[Source data]
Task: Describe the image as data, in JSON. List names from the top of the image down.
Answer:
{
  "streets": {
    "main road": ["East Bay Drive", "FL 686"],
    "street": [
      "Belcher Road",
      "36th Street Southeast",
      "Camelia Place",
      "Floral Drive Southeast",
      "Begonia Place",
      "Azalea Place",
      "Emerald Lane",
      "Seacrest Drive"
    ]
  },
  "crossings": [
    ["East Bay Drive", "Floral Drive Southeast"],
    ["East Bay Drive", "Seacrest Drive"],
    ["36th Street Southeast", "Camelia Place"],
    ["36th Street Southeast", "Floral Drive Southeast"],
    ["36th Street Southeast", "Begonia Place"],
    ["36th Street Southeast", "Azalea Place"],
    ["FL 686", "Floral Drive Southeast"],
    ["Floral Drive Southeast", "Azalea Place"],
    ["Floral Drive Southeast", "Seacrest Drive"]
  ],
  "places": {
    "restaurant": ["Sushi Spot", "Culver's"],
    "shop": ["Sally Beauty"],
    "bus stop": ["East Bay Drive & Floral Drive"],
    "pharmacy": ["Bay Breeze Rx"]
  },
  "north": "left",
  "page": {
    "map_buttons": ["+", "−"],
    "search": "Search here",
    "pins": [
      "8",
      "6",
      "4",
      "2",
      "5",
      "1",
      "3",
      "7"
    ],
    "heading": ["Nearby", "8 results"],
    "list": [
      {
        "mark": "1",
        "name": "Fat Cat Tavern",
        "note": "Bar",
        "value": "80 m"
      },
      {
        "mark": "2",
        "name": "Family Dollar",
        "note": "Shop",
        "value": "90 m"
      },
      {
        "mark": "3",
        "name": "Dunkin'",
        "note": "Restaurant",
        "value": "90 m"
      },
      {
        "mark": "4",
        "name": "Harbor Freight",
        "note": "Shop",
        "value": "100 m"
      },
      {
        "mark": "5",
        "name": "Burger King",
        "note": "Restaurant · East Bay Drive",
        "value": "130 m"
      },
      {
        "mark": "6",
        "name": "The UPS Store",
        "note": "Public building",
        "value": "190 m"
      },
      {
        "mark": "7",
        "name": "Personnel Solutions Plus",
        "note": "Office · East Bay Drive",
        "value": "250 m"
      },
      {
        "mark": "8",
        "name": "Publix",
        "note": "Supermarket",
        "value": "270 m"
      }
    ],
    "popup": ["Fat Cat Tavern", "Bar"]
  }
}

:: Exercise description ::
Scan the entries above. Copy each line that has the string "value".

:: Written solution ::
        "value": "80 m"
        "value": "90 m"
        "value": "90 m"
        "value": "100 m"
        "value": "130 m"
        "value": "190 m"
        "value": "250 m"
        "value": "270 m"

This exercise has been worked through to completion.